[ACTION ITEM]
Return each line of the entries that mentions the word "radius".

[RECORDS SUPPLIED]
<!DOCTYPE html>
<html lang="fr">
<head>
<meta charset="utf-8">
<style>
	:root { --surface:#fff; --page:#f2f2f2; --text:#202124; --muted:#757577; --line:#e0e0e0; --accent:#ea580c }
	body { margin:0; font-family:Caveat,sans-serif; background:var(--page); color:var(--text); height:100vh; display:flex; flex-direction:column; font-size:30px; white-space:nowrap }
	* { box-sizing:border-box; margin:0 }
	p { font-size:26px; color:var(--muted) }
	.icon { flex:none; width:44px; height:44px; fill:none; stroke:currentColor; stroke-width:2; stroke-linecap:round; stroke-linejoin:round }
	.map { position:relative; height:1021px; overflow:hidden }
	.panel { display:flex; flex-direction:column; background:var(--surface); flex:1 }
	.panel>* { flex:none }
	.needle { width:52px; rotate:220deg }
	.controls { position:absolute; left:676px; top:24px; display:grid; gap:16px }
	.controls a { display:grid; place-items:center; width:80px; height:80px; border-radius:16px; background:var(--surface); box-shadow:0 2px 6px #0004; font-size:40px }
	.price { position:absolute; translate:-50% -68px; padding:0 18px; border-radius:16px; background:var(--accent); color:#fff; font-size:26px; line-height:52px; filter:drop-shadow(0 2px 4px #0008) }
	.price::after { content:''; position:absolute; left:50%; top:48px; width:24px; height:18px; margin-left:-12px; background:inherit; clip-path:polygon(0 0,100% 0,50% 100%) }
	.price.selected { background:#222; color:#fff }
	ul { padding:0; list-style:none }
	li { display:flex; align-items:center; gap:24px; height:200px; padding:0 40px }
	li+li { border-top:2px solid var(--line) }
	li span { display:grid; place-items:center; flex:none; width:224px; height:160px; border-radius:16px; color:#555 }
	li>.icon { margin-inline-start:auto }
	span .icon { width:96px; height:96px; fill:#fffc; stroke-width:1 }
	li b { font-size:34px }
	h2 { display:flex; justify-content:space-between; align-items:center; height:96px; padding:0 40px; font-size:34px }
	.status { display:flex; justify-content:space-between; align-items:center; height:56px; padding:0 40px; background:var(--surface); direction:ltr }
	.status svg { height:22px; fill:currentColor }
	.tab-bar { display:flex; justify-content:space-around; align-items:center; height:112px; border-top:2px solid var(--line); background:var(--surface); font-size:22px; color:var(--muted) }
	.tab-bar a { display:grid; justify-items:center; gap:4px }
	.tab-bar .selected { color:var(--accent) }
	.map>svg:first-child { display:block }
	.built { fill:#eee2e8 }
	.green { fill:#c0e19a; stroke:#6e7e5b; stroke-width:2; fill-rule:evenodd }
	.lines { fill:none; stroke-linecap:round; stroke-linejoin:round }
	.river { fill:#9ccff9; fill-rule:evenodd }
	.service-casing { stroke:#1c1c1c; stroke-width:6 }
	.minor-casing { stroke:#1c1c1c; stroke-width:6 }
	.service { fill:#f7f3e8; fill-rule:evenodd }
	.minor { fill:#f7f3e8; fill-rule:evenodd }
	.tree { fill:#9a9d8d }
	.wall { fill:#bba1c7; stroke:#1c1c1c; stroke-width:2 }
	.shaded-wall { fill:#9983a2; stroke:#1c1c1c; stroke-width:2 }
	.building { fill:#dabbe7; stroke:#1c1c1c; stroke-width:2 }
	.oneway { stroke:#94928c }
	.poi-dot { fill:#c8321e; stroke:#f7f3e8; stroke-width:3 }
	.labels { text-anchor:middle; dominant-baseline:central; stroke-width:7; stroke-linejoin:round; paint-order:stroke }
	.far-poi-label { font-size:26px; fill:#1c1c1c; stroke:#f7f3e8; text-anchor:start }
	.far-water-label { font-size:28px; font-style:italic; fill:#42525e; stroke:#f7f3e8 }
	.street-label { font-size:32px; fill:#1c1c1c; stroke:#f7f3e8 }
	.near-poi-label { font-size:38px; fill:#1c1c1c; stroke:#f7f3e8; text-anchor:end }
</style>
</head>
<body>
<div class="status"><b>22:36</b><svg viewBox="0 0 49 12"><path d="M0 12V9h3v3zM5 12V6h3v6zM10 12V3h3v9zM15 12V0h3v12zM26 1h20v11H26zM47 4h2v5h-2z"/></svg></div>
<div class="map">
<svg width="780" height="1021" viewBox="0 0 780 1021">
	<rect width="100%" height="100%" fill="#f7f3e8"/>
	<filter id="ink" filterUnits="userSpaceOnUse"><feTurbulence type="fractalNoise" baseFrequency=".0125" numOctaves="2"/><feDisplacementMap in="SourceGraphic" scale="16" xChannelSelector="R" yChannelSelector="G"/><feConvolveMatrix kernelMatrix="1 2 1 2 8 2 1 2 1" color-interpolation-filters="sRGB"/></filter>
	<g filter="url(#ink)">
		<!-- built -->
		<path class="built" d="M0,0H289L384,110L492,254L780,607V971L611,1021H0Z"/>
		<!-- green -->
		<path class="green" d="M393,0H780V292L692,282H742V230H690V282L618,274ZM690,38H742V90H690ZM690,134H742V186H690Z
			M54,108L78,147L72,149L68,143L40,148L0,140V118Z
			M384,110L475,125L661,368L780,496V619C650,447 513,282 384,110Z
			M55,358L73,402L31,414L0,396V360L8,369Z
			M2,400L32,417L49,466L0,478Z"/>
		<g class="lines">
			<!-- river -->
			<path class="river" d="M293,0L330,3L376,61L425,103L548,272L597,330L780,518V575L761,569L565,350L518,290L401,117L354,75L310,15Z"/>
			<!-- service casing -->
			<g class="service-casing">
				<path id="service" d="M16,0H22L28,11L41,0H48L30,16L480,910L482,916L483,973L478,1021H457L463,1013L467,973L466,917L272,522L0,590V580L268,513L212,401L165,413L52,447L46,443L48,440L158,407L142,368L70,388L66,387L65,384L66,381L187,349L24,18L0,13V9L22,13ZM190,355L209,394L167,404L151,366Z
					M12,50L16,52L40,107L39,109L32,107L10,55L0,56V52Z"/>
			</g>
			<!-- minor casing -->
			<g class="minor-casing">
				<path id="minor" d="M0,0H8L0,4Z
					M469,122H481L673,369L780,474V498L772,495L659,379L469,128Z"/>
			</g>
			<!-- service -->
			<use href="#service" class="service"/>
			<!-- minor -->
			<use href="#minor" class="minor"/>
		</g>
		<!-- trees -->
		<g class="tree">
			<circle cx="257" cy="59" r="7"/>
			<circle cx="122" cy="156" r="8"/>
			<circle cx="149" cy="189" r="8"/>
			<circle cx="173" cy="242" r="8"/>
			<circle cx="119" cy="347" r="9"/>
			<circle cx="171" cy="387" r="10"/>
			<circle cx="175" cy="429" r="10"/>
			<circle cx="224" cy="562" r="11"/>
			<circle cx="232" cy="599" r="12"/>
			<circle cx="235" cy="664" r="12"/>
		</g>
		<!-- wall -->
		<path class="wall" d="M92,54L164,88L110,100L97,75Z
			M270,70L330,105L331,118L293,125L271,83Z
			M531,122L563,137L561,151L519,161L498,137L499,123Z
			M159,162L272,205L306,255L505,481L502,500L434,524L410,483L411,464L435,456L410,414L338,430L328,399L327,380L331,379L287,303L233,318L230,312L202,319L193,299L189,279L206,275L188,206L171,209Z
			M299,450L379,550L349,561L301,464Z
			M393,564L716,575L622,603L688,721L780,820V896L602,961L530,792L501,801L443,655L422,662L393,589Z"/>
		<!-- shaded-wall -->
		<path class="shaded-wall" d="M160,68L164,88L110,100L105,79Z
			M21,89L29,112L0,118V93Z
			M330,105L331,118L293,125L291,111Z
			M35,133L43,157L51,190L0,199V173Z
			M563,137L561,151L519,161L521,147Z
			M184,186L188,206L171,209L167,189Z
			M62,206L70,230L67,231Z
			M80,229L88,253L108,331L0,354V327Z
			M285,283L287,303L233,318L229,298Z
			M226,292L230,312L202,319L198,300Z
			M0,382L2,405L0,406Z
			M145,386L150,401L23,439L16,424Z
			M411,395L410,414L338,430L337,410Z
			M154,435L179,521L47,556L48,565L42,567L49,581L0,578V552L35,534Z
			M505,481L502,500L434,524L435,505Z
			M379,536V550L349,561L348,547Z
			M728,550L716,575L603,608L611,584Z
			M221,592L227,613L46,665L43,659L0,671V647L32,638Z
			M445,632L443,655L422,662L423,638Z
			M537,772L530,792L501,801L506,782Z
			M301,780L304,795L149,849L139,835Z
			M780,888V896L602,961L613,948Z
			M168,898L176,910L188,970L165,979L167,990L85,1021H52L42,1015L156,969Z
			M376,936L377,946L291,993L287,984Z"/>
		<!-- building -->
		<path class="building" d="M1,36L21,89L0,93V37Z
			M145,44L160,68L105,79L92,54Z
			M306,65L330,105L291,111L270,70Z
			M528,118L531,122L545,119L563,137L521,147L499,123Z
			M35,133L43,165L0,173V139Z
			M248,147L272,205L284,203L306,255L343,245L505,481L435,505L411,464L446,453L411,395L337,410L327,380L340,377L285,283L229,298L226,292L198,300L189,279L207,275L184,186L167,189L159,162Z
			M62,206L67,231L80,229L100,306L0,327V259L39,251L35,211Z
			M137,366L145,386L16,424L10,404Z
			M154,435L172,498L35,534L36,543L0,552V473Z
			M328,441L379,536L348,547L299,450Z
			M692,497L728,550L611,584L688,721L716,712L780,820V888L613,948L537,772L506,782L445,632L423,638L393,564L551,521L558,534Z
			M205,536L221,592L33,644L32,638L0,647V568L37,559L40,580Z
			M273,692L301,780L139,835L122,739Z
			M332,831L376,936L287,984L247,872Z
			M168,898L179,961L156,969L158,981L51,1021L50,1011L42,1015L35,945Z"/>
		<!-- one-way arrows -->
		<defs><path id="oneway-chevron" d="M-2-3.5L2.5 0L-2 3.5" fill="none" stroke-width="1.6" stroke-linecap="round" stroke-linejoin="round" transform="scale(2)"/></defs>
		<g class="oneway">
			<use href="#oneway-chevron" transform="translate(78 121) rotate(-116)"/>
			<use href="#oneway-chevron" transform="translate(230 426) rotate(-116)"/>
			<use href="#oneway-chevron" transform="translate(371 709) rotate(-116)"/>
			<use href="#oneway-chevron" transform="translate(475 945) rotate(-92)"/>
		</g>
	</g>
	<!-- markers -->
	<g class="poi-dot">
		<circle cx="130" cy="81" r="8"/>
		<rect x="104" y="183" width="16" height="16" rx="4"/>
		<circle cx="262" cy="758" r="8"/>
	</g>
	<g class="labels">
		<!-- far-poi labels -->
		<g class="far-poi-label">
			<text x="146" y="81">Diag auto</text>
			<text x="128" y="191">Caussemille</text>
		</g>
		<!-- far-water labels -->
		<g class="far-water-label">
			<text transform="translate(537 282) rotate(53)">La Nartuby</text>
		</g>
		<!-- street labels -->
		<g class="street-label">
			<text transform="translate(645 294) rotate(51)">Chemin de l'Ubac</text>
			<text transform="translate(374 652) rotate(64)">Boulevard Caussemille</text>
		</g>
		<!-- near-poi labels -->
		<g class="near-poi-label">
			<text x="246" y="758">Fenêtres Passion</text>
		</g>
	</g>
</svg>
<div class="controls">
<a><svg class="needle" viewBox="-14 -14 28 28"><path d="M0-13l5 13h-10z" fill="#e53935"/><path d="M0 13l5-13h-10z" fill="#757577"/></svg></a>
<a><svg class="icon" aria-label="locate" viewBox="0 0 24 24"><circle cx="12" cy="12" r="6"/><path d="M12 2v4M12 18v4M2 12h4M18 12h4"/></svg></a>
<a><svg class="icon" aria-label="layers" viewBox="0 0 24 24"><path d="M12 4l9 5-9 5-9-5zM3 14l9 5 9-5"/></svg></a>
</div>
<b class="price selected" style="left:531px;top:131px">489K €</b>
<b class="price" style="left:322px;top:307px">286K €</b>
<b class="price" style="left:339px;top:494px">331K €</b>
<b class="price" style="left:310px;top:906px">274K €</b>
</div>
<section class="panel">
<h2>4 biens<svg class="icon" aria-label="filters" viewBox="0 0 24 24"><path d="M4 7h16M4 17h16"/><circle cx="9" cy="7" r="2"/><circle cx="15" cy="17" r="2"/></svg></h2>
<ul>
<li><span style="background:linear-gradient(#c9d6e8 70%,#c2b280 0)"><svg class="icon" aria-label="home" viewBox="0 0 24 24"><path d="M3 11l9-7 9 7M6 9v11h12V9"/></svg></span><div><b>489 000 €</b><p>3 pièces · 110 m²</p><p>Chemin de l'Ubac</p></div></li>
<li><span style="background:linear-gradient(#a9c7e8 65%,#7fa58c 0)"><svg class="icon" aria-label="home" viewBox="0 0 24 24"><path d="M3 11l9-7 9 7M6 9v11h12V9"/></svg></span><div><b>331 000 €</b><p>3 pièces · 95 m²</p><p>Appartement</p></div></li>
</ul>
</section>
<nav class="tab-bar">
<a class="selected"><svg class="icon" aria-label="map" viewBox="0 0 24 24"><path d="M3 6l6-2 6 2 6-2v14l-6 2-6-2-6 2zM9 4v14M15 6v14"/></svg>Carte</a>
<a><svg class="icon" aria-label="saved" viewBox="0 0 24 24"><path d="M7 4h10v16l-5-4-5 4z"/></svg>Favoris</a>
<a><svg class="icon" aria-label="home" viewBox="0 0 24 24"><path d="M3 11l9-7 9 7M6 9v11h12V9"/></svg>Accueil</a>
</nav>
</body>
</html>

[TASK RESULT]
	.controls a { display:grid; place-items:center; width:80px; height:80px; border-radius:16px; background:var(--surface); box-shadow:0 2px 6px #0004; font-size:40px }
	.price { position:absolute; translate:-50% -68px; padding:0 18px; border-radius:16px; background:var(--accent); color:#fff; font-size:26px; line-height:52px; filter:drop-shadow(0 2px 4px #0008) }
	li span { display:grid; place-items:center; flex:none; width:224px; height:160px; border-radius:16px; color:#555 }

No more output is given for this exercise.